While taking a stand for effective climate change action is exhausting, endless, and scary at times, setting weak climate change goals is unacceptable, especially for leaders who claim to listen to science. While we are almost there, enough is never enough when it comes to ensuring a prosperous future for subsequent generations.
The Paris Agreement is a 2015 deal between 190 state parties and signatories agreeing to limit global warming “to well below 2°C above pre-industrial levels and pursuing efforts to limit the temperature increase to 1.5°C above pre-industrial levels.” Paris asserts that doing so will “significantly reduce the risks and impacts of climate change.” Other institutions including many universities have supported the plan and Harvard appears to have matched its own climate commitments to the Paris timeline.
Although the U.S. and Harvard are now on a better path to curbing their emissions than ever before, Paris’s aggressive 1.5 degree Celsius goal – and even more so the scalding 2 degrees Celsius cap – is not safe.
In fact, the Intergovernmental Panel on Climate Change, a leading international body designed to assess climate change, never stated that a 1.5 degrees or 2 degrees warming goal is safe. The IPCC instead reports that warming of 1.5 degrees Celsius will produce changes capable of destabilizing our human institutions.
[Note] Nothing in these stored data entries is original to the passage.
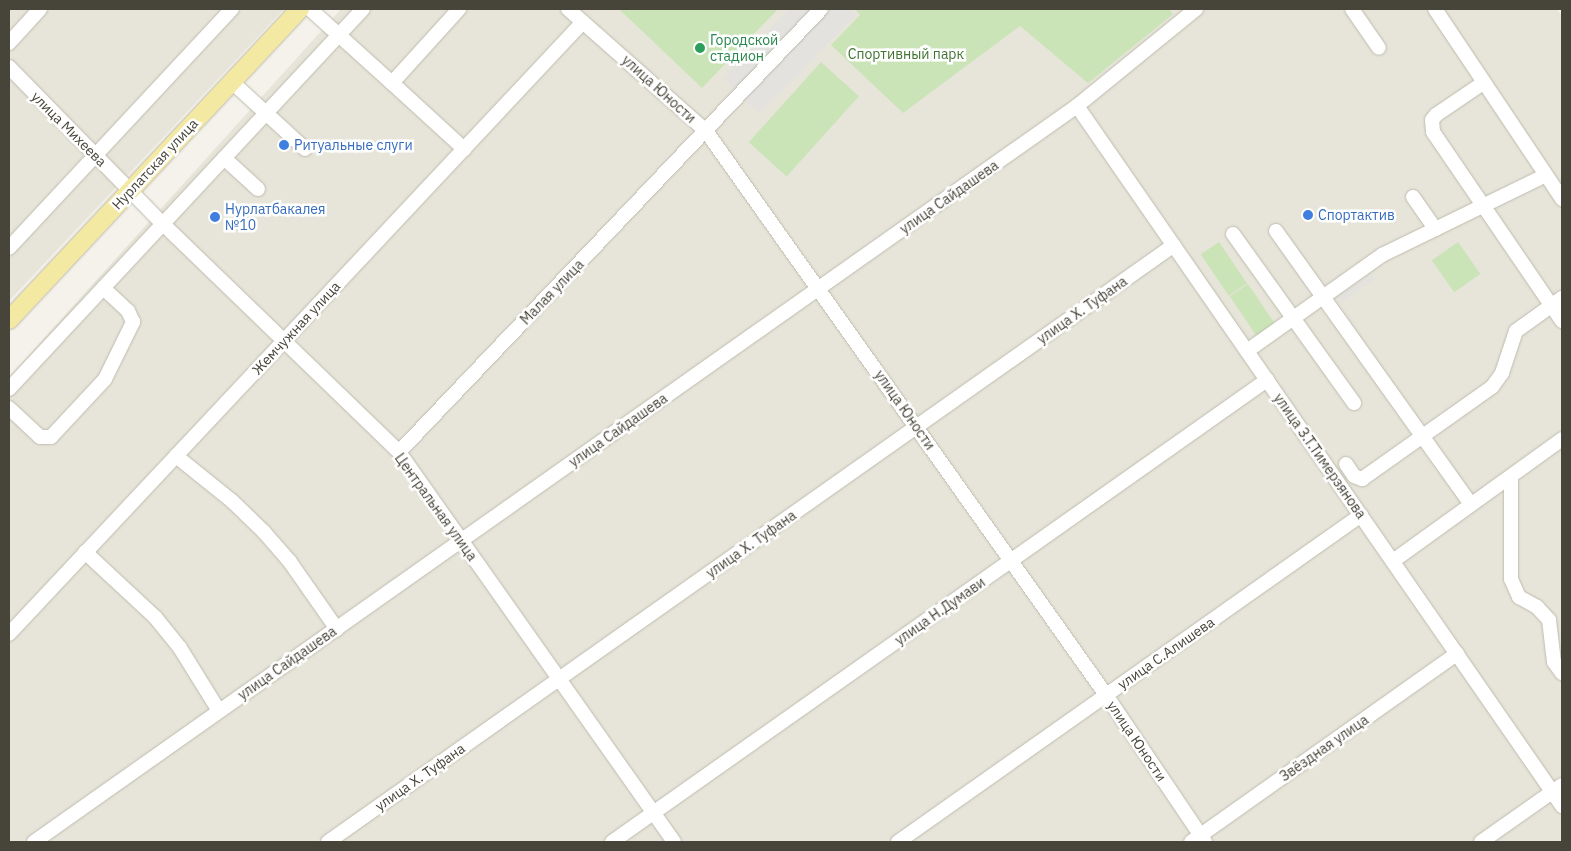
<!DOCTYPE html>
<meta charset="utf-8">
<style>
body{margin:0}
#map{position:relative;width:1571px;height:851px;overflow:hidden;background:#f4f2eb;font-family:"IBM Plex Sans",sans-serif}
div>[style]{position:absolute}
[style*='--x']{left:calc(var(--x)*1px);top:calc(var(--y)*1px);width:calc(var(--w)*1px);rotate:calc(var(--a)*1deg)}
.residential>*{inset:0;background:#e7e5d9}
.green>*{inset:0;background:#cae4b8;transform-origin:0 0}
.parking>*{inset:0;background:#e3e2df}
.roads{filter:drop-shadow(0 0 1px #bebbae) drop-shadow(0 0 1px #bebbae)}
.minor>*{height:14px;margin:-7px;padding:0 7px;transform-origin:7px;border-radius:7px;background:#fff}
.major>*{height:18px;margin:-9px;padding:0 9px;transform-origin:9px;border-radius:9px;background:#f4e9a3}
.dots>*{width:14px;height:14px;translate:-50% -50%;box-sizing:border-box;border:2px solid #fff;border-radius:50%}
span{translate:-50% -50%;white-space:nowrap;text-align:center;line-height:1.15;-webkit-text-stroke:5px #fff;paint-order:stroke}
.leisure-label{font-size:14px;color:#27864d}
.left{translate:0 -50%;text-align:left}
.park-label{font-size:14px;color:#417432}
.street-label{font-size:14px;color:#474439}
.shop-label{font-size:14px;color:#366cbe}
.frame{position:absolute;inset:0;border:10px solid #474439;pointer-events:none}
</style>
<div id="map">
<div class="residential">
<div style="clip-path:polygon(9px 9px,284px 9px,9px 301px)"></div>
<div style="clip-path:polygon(341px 9px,1557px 9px,1562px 16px,1562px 842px,9px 842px,9px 377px)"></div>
</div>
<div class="green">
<div style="clip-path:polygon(619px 9px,778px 9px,702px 88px)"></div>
<div style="clip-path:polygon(855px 9px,1169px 9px,1173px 14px,1088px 83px,1020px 26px,903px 113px,831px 45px,860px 15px)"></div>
<div style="left:821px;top:62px;width:51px;height:108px;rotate:42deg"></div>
<div style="left:1219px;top:242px;width:50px;height:22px;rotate:56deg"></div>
<div style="left:1458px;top:242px;width:39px;height:32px;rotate:55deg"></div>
<div style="left:1248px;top:284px;width:50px;height:22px;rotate:56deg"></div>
</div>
<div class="parking">
<div style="clip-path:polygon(789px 9px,850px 9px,856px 15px,759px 114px,723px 78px)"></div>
<div style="clip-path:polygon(1372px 274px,1375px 279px,1341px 303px,1337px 297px)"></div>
</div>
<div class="roads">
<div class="minor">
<div style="--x:310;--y:9;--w:110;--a:42.1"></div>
<div style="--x:392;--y:83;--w:100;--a:-47.8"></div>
<div style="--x:568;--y:9;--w:184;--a:41.5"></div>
<div style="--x:706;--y:131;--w:691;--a:54.65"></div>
<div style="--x:1106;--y:695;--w:177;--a:56"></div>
<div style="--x:1352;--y:9;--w:47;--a:55.3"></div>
<div style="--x:1435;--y:9;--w:229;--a:56.2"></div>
<div style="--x:9;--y:43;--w:46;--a:-47.6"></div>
<div style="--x:9;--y:67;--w:220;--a:45.6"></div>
<div style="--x:163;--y:224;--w:328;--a:44"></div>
<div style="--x:399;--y:452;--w:477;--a:54.8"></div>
<div style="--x:232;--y:82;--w:99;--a:42.5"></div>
<div style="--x:392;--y:83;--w:98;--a:42.5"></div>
<div style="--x:1483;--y:83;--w:57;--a:145.8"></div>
<div style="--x:1436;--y:115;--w:6;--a:129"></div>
<div style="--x:1432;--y:120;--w:12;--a:85"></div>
<div style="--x:1433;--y:132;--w:229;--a:55.7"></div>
<div style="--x:1077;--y:106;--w:852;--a:55.28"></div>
<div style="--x:224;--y:158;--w:46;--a:42.4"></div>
<div style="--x:1413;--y:197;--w:39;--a:55"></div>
<div style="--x:1276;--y:231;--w:335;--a:54.5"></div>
<div style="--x:1233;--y:234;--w:208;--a:54.4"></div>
<div style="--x:9;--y:248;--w:327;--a:-47"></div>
<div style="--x:1247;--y:351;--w:166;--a:-35.4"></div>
<div style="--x:1382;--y:255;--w:182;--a:-26"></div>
<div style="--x:9;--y:389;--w:519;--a:-47.03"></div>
<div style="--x:9;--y:408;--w:42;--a:43.1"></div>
<div style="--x:40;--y:437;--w:11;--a:0"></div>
<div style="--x:51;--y:437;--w:79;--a:-47"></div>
<div style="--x:105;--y:379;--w:64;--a:-63.8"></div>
<div style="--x:133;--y:322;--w:12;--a:-114"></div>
<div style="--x:128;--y:311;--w:34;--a:-137"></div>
<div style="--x:399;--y:452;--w:612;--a:-46.39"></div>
<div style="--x:176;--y:456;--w:72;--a:38.8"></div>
<div style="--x:232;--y:501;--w:45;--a:44.1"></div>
<div style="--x:264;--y:532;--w:40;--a:49"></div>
<div style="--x:290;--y:562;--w:82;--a:55"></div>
<div style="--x:1346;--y:464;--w:14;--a:56"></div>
<div style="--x:1354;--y:476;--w:9;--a:21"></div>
<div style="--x:1362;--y:479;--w:159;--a:-35.3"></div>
<div style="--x:1492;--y:387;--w:17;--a:-54"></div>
<div style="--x:1502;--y:373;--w:44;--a:-71.6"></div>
<div style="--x:1516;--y:331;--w:57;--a:-35.7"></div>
<div style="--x:1511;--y:477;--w:102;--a:90"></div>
<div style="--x:1511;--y:579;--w:20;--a:66"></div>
<div style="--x:1519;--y:597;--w:21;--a:29"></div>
<div style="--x:1537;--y:607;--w:18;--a:47"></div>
<div style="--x:1549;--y:620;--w:42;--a:83.2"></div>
<div style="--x:1554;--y:662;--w:14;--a:54"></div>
<div style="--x:85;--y:552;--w:96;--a:42.9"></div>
<div style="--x:155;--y:617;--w:40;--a:51"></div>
<div style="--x:180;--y:648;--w:74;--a:58.2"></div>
<div style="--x:1393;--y:561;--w:208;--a:-35.8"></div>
<div style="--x:9;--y:634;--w:839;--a:-46.84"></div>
<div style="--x:34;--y:842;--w:1277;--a:-35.21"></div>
<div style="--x:1077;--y:106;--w:154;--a:-39.2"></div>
<div style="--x:328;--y:842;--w:1035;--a:-35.21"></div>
<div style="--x:612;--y:842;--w:802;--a:-35.2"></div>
<div style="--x:898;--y:842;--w:567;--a:-35.23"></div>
<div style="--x:1191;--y:842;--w:326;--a:-35.3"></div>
<div style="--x:1481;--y:842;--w:99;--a:-35.1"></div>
</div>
<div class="major">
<div style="--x:9;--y:320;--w:426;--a:-46.9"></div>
</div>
</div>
<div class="dots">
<div style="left:700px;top:48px;background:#2e9e5b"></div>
<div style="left:284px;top:145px;background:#3f7fe0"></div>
<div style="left:1308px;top:215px;background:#3f7fe0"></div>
<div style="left:215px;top:217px;background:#3f7fe0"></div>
</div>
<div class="leisure-label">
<span class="left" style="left:710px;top:48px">Городской<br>стадион</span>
</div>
<div class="park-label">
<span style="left:906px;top:54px">Спортивный парк</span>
</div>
<div class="street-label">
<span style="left:659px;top:89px;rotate:42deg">улица Юности</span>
<span style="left:69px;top:129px;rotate:45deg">улица Михеева</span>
<span style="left:155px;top:164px;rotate:-47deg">Нурлатская улица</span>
<span style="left:949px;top:197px;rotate:-35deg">улица Сайдашева</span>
<span style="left:552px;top:292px;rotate:-46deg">Малая улица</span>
<span style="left:1082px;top:310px;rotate:-35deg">улица Х. Туфана</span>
<span style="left:296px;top:328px;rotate:-47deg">Жемчужная улица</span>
<span style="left:905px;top:410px;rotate:55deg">улица Юности</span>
<span style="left:618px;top:430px;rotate:-35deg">улица Сайдашева</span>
<span style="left:1320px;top:456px;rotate:55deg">улица З.Т.Тимерзянова</span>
<span style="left:436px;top:507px;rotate:54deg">Центральная улица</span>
<span style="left:751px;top:544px;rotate:-35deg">улица Х. Туфана</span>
<span style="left:940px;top:611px;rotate:-35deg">улица Н.Думави</span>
<span style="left:1166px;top:653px;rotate:-35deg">улица С.Алишева</span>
<span style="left:287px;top:663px;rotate:-35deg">улица Сайдашева</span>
<span style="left:1137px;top:741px;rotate:56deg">улица Юности</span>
<span style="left:1324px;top:748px;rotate:-35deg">Звёздная улица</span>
<span style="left:420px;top:777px;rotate:-35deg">улица Х. Туфана</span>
</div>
<div class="shop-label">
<span class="left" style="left:294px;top:145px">Ритуальные слуги</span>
<span class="left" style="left:225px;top:217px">Нурлатбакалея<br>№10</span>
<span class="left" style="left:1318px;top:215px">Спортактив</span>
</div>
<div class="frame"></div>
</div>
1.5 degrees Celsius warming would increase the mean and max temperatures in most land and ocean regions. More precipitation and disastrous floods would inundate some areas. Other regions would be plagued by droughts and wildfires. Such natural disasters could destroy infrastructure, slow economic growth, and increase political instability. Accelerating sea level rise would engulf coastal cities and island nations, fueling the refugee crisis. Ocean acidification and associated habitat loss would destroy biodiversity while disrupting food sources.
All of us will suffer on a 1.5 degrees warmer planet, but BIPOC communities, women, and individuals of a lower socioeconomic status, who tend to be the least to blame for global warming, will be particularly exposed. Such communities are disproportionately impacted by climate change because of compounding factors such as on-average lower incomes, less medical care access, and limited political influence resulting in problems funding climate change adaptation and disaster relief.
In other words, we have only made the first step in a long road to recovery. We cannot become complacent.
Atmospheric warming should not exceed 1 degree Celsius above pre-industrial temperatures in order to protect our most vulnerable, a bar we have already surpassed. In the U.S., carbon dioxide emissions must be reduced by about 80 percent by 2030 and to 100 percent by 2050 while protecting and expanding carbon sinks.
Instead of internalizing the warning enmeshed in the IPCC Reports’ findings, it appears that global leaders have treated Paris’s unjustified 1.5 degrees Celsius goal as gospel. As a result, decision-makers in the Biden administration, at Harvard, and elsewhere are implementing insufficient climate change mitigation goals.
In protest of these insufficient policies, granola advocates will continue to shout and sing, write and recite, unsatiated. The problem is that we are too small a minority at Harvard and around the world to make our local leaders — much less the President of the United States — listen.
Basically, we can’t do it alone.
To be an environmental advocate, you don't have to purchase Birkenstocks and kiss goodbye to capitalism. You do, however, need to embrace the same relentless pursuit of change, focus on the details, and find within yourself the conviction that we all can and must do better for one another and for future generations.
Ariel G. Silverman ’23, a Social Studies concentrator, lives in Mather House. Her column appears on alternate Tuesdays.